It's a second story about OSINT research regarding polish government. First one presented how to map government infrastructure using Shodan.

Offensive OSINT s03e07 - Shomap - Advanced Shodan visualization
Today’s post focuses on looking for anomaly based on exposed assets from Shodan for Polish government. The visualization that was prepared presents Internet facing infrastructure with additional features which will be explained in details. It helps in red teaming assessments allowing to spot weak po…

Quick story

It all started on one Telegram channel where screenshots from private Gmail mailbox of minister Michal Dworczyk were published. His wife's account also was hacked and posted messages regarding this incident. ABW (Internal Security Agency) and SKW (Military Counterintelligence Service) said, in a notification, that more than 4300 email addresses was targeted and accused UNC1151 for this attack.

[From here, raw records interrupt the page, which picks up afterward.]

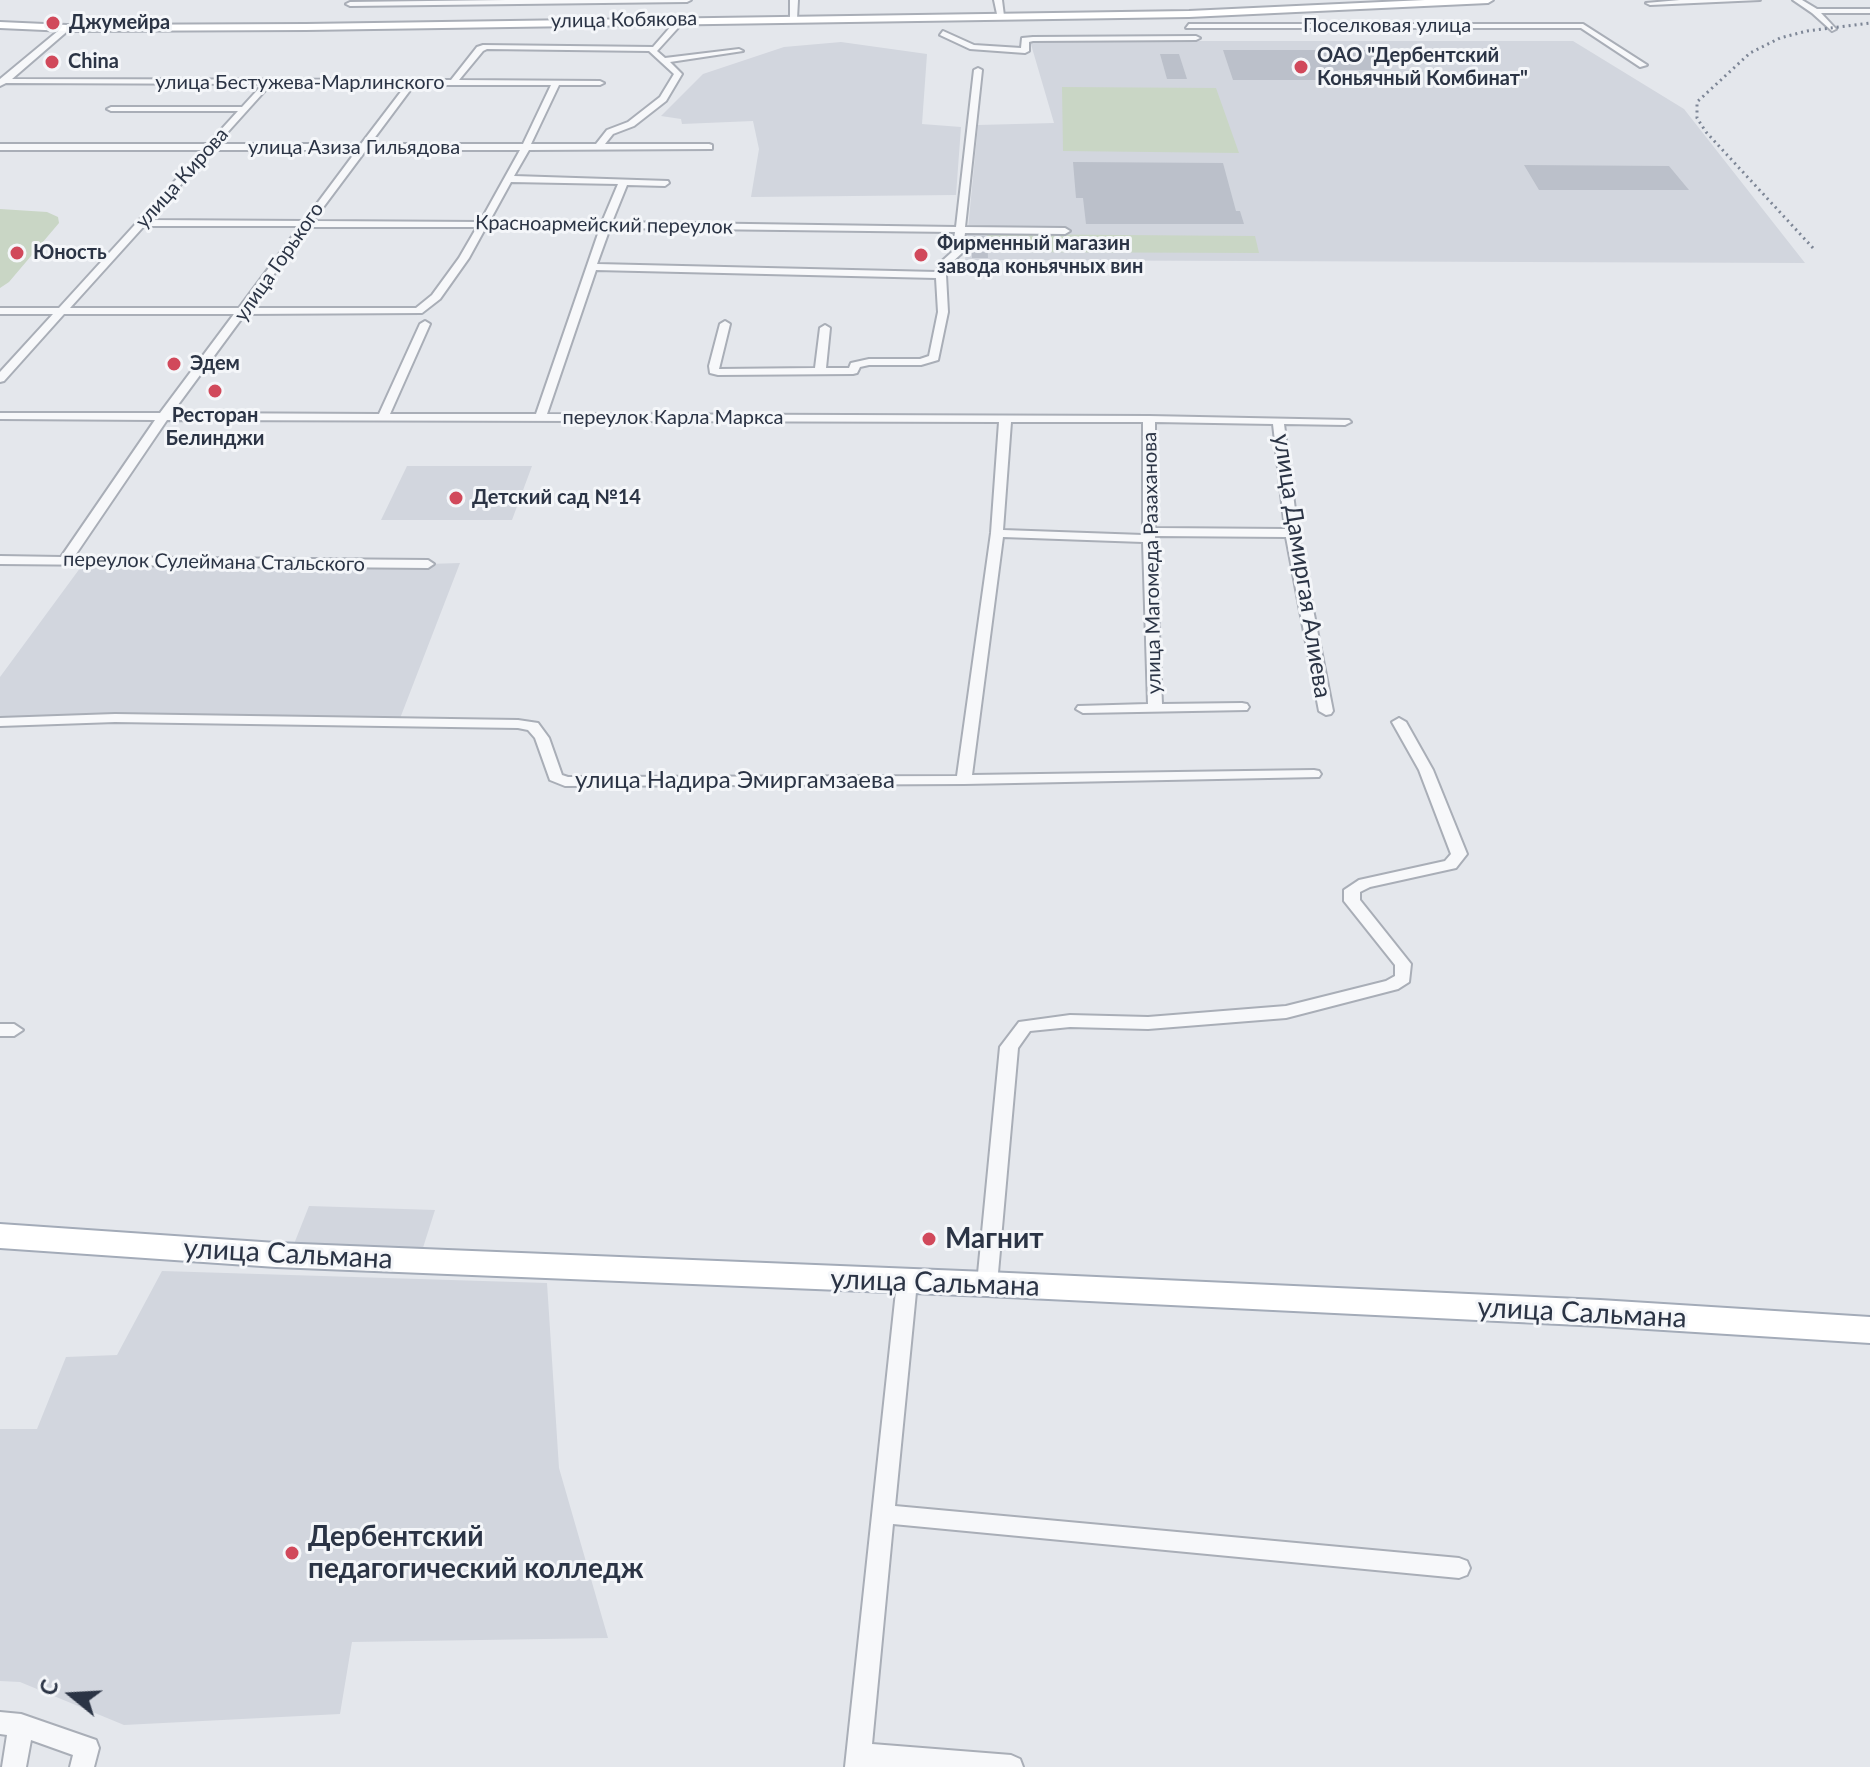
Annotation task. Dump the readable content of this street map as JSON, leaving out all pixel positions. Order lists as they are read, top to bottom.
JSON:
{
  "streets": {
    "main road": ["улица Сальмана"],
    "street": [
      "улица Кобякова",
      "Поселковая улица",
      "улица Бестужева-Марлинского",
      "улица Азиза Гильядова",
      "улица Кирова",
      "Красноармейский переулок",
      "улица Горького",
      "переулок Карла Маркса",
      "переулок Сулеймана Стальского",
      "улица Магомеда Разаханова",
      "улица Дамиргая Алиева",
      "улица Надира Эмиргамзаева"
    ]
  },
  "crossings": [
    ["улица Бестужева-Марлинского", "улица Кирова"],
    ["улица Бестужева-Марлинского", "улица Горького"],
    ["улица Азиза Гильядова", "улица Кирова"],
    ["улица Азиза Гильядова", "улица Горького"],
    ["улица Кирова", "Красноармейский переулок"],
    ["Красноармейский переулок", "улица Горького"],
    ["улица Горького", "переулок Карла Маркса"],
    ["улица Горького", "переулок Сулеймана Стальского"],
    ["переулок Карла Маркса", "улица Магомеда Разаханова"],
    ["переулок Карла Маркса", "улица Дамиргая Алиева"]
  ],
  "places": [
    "Джумейра",
    "China",
    "ОАО \"Дербентский Коньячный Комбинат\"",
    "Юность",
    "Фирменный магазин завода коньячных вин",
    "Эдем",
    "Ресторан Белинджи",
    "Детский сад №14",
    "Магнит",
    "Дербентский педагогический колледж"
  ],
  "north": "left"
}
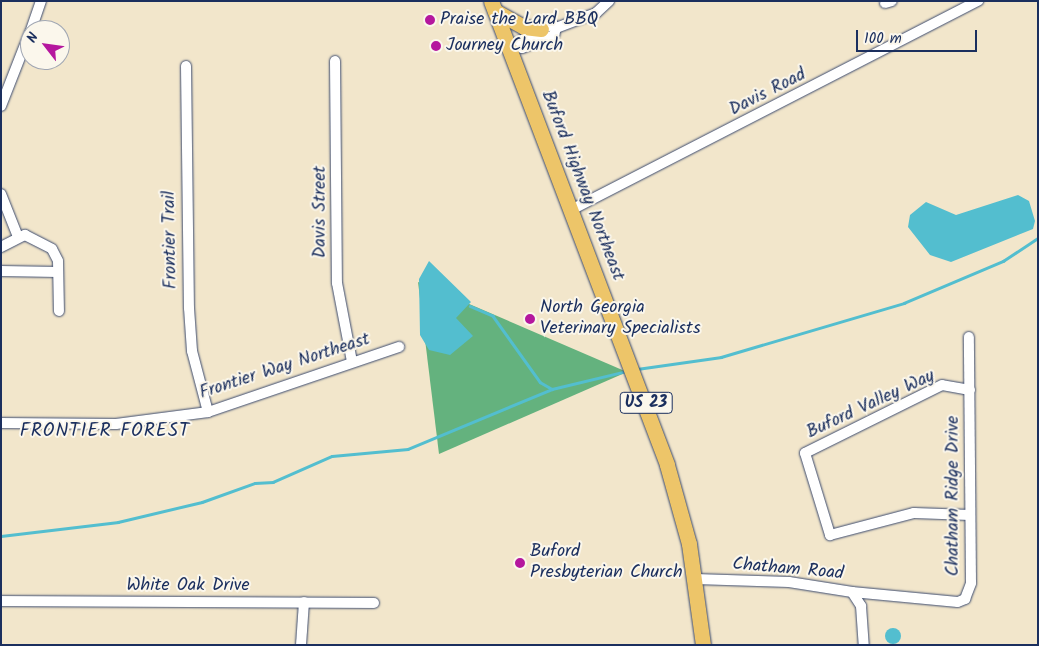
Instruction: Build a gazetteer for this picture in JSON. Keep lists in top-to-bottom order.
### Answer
{
  "streets": {
    "main road": ["Buford Highway Northeast", "US 23"],
    "street": [
      "Davis Road",
      "Davis Street",
      "Frontier Trail",
      "Frontier Way Northeast",
      "Buford Valley Way",
      "Chatham Ridge Drive",
      "Chatham Road",
      "White Oak Drive"
    ]
  },
  "crossings": [
    ["Davis Road", "Buford Highway Northeast"],
    ["Buford Highway Northeast", "Chatham Road"],
    ["Davis Street", "Frontier Way Northeast"],
    ["Frontier Trail", "Frontier Way Northeast"],
    ["Buford Valley Way", "Chatham Ridge Drive"],
    ["Chatham Ridge Drive", "Chatham Road"]
  ],
  "districts": ["FRONTIER FOREST"],
  "places": [
    "Praise the Lard BBQ",
    "Journey Church",
    "North Georgia Veterinary Specialists",
    "Buford Presbyterian Church"
  ],
  "scale_bar": "100 m",
  "north": "top left"
}
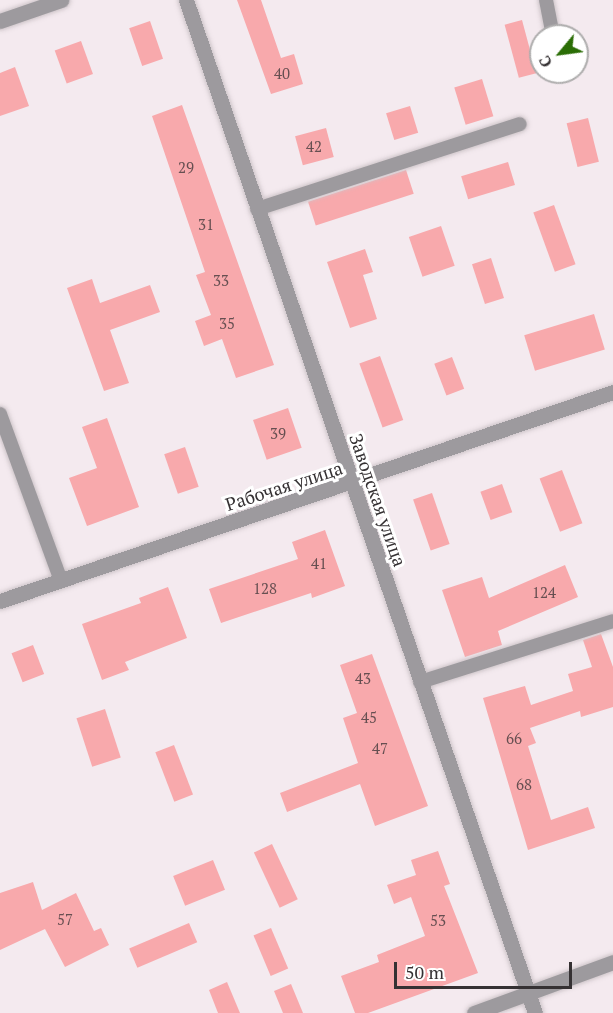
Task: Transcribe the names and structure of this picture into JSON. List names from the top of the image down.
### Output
{
  "streets": {
    "street": ["Рабочая улица", "Заводская улица"]
  },
  "crossings": [
    ["Рабочая улица", "Заводская улица"]
  ],
  "house_numbers": [
    "40",
    "42",
    "29",
    "31",
    "33",
    "35",
    "39",
    "41",
    "128",
    "124",
    "43",
    "45",
    "66",
    "47",
    "68",
    "57",
    "53"
  ],
  "scale_bar": "50 m",
  "north": "bottom left"
}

In an official statement, prime minister Mateusz Morawiecki confirmed the incident and recommended to use two factor authentication, be careful of phishing and keep accounts more secure in general.

Couple days after Morawiecki's attendance, more emails from Dworczyk's mailbox were published, which allegedly threaten national security. We won't be analysing the emails but rather methods that potentially could be used to perform credential re-use attack across different services and websites.

To achieve that, we will use Intelx, Python and dj3s to present it in a graph but first let's get familiar with Intelx.

Script is available below

GitHub - woj-ciech/intelx_viz: Collect information about leaks for particular domain in IntelX and present it on a tree view graph.
Collect information about leaks for particular domain in IntelX and present it on a tree view graph. - GitHub - woj-ciech/intelx_viz: Collect information about leaks for particular domain in IntelX...

IntelX

It's a Czech Republic company which I call HaveIBeenPwned on steroids. HIBP shows you only services that password has been leaked from, but IntelX also gives you insight into hashed or plain text passwords for given email address. It covers also more leaks, spam list and breaches than HIBP.

Basic access costs 1000 euro and gives you 200 search credits per day. It refers to the API, as well as web interface. In addition, Intelx runs phonebook.cz to help you gather subdomains, urls and email addresses.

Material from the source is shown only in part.